# How to deal with immense physical or mental pain?



## JamieHoldham (May 13, 2016)

At the moment and for the past months I have been trying to deal with ethier a jaw condition - or chronic toothaches with a pain on the scale of 1-10 its over it by a mile, nothing can put into words the pain that I suffer almost every single day, multiple times per day.. I am finally thinking about trying to get it fixed at the dentist, as painkillers do nothing without me risking a overdose, and the pain whilst I could pretend nothing was wrong with me that time is coming to a close, I can't bear it any longer, my depression is nothing compared to this.. and my thoughts of leaving this world are becoming increasingly more frequent and transparent, soon I will have to ethier let the world know of what I have been going through to *try* and get it healed, or head through the door to hell.

The purpose of this thread is two-fold, to express my pain, and to find out how other people deal with pain as significant and immense as this, if anyone can offer me advice.. from this extreme chronic pain.
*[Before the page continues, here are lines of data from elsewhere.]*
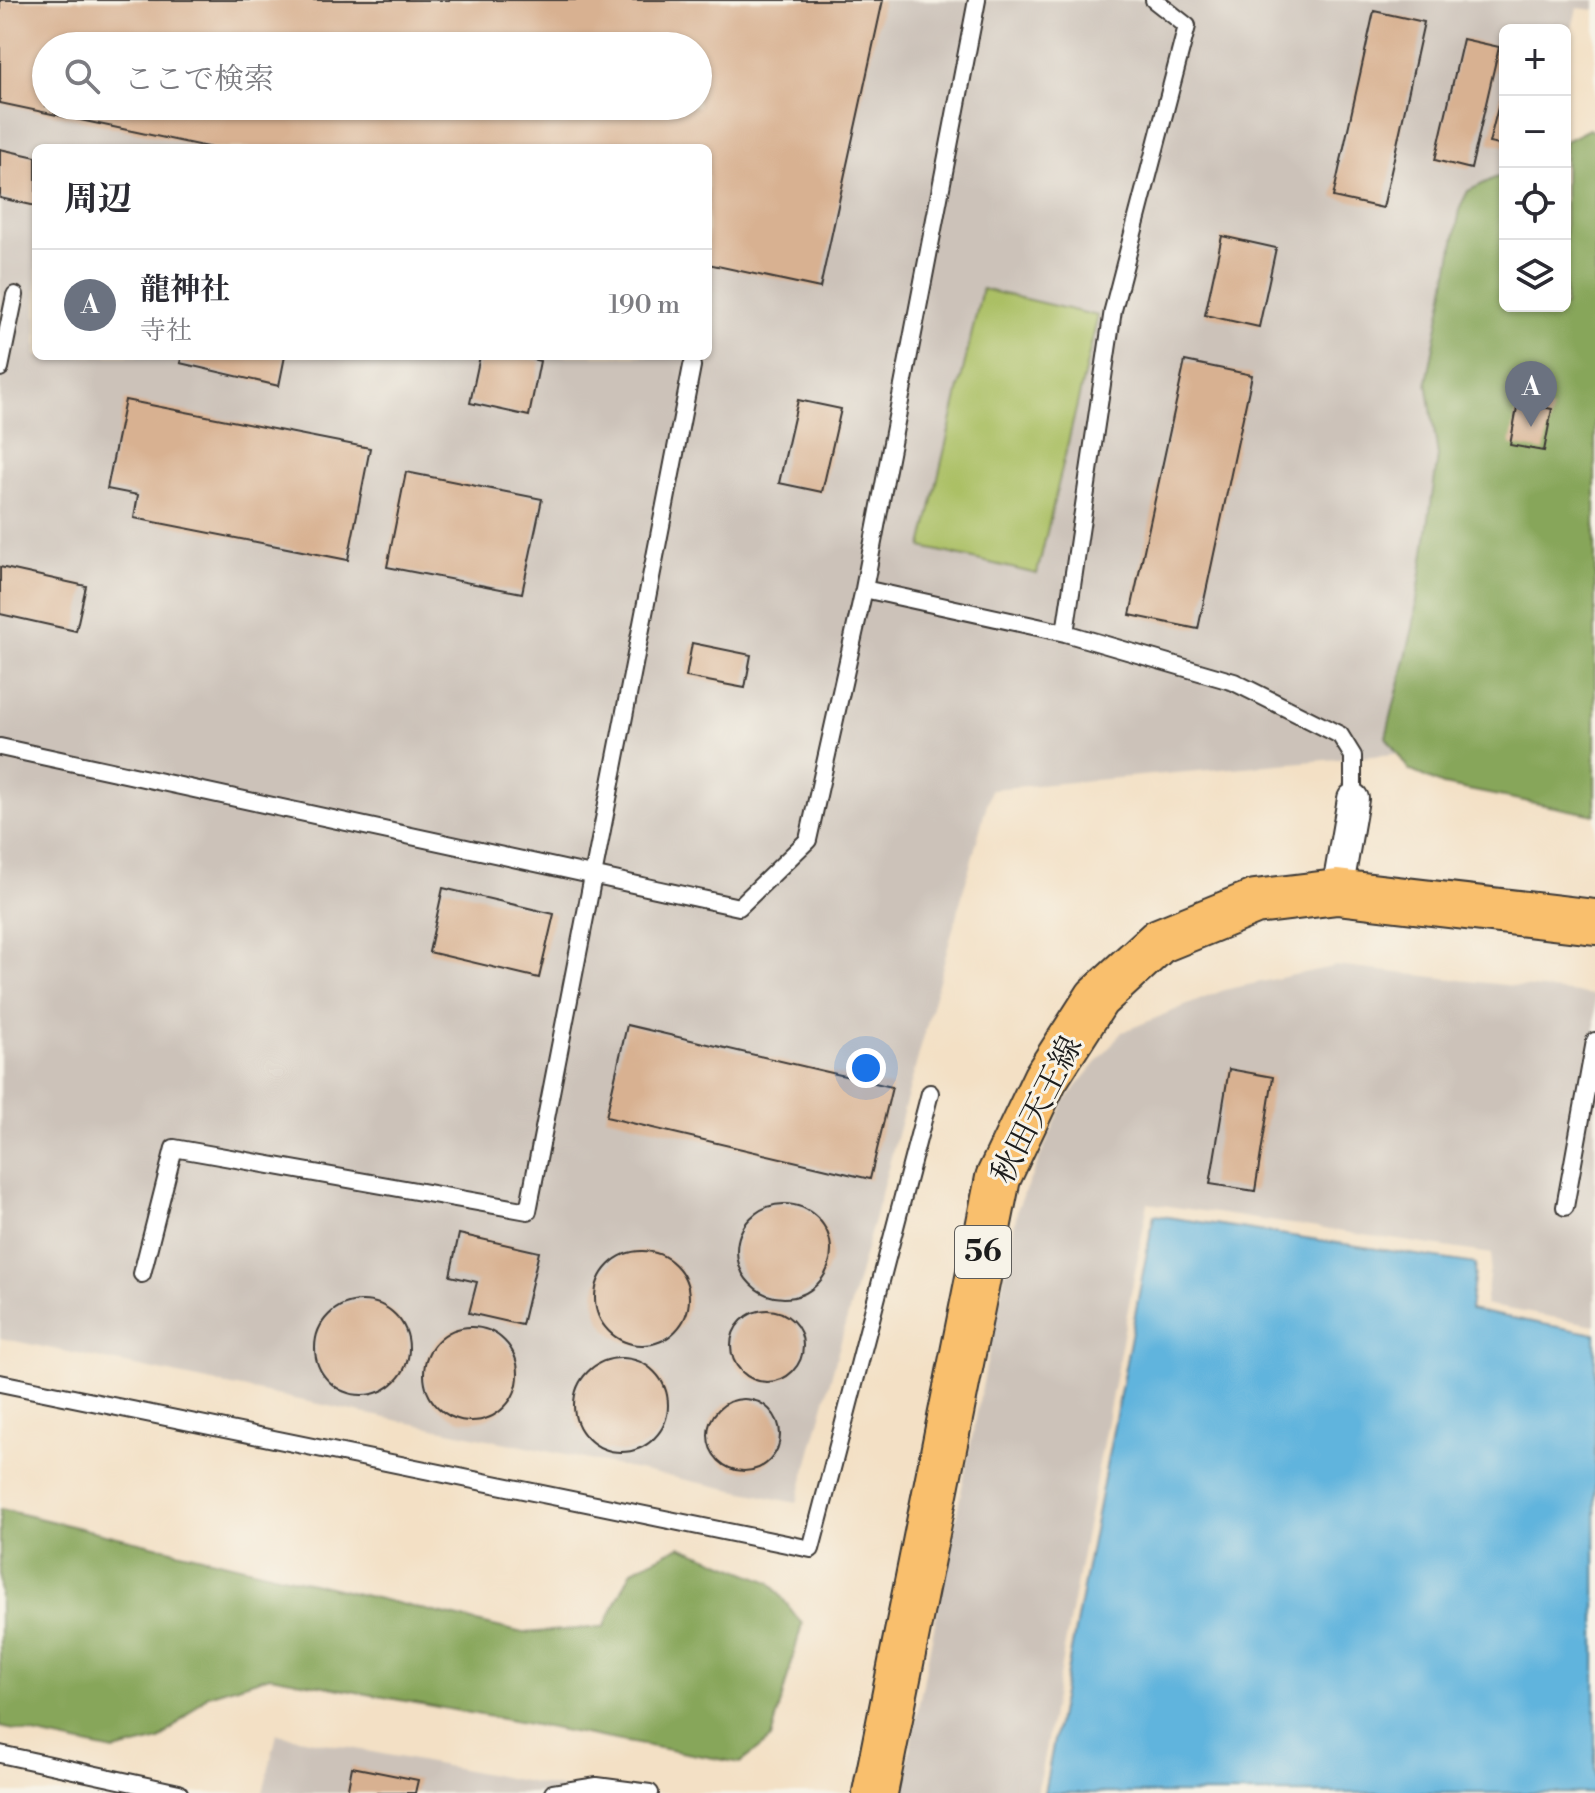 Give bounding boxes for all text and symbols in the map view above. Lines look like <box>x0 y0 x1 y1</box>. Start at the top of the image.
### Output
map controls <box>1499 24 1571 312</box>
button: + <box>1499 24 1571 96</box>
search box <box>32 32 712 120</box>
icon: search <box>60 54 104 98</box>
text: ここで検索 <box>124 61 274 99</box>
button: − <box>1499 96 1571 168</box>
button: locate <box>1499 168 1571 240</box>
text: 周辺 <box>64 179 132 221</box>
button: layers <box>1499 240 1571 312</box>
text: 龍神社 <box>140 271 230 309</box>
text: A <box>81 289 99 321</box>
text: 190 m <box>609 289 680 321</box>
text: 寺社 <box>140 315 192 347</box>
pin: A <box>1505 361 1557 427</box>
street label: 秋田天王線 <box>983 1030 1091 1190</box>
your location <box>846 1048 886 1088</box>
road number: 56 <box>955 1226 1011 1278</box>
I have never been is such a worst situation or period of my life


----------



## Ingélou (Feb 10, 2013)

My sister dealt with the pain of toothache recently by going to the dentist & having root canal work done. The pain has now subsided. When your physical pain has gone, I think your mental state will be much better. Toothache does completely disorient anyone's life. You really must go to a dentist. 
Good luck. :tiphat:


----------



## Headphone Hermit (Jan 8, 2014)

Really sorry to hear of these difficulties

I had awful jaw pain earlier this year. In my case, it was a long-standing arthritic condition that was made far worse by stress - it is well-known that stress can lead people to clench their jaw and this, over time, can cause severe pain. If you are suffering from depression, then this might be an underlying cause of the pain (or it could be a tooth problem, inflammation of the jaw or ....) but an internet forum is not the best pace to obtain a diagnosis

Get yourself to the dentist - an examination and quick X-ray of the jaw should establish the likely cause of the pain and should lead to treatment. You don't deserve to live in pain - but it is up to you to do something about it

good luck


----------



## Couchie (Dec 9, 2010)

Toothaches can really get quite serious if left untreated, if they're an infection. Get to a dentist ASAP.


----------



## Nate Miller (Oct 24, 2016)

you can die from an abscessed tooth. It is a design feature. An animal in the wild that couldn't eat would starve to death, and so we are built so that when there's an infection in your tooth, that infection gets spread fast and can be lethal in as little as 72 hours.

I went through the same thing. I had a dentist pull the tooth. Its cheap, you heal up and then you get on with it.

as a side benefit, the more teeth you loose, the better your banjo playing will get.

now quit being an idiot and get to a dentist and have that fixed. you should be on anti-biotics, not pain medicine


----------



## SarahNorthman (Nov 19, 2014)

I have no clue myself. If you find something let me know.


----------



## Antiquarian (Apr 29, 2014)

Four years ago I has a molar crack in half. The nerve was exposed and the pain was horrible. By the time that I thought I could endure it no longer, the tooth has become unsalvagable and it had to be extracted. So, I would have to agree with everyone here and urge you to see a doctor ASAP.


----------



## Strange Magic (Sep 14, 2015)

Antiquarian said:


> Four years ago I has a molar crack in half. The nerve was exposed and the pain was horrible. By the time that I thought I could endure it no longer, the tooth has become unsalvagable and it had to be extracted. So, I would have to agree with everyone here and urge you to see a doctor ASAP.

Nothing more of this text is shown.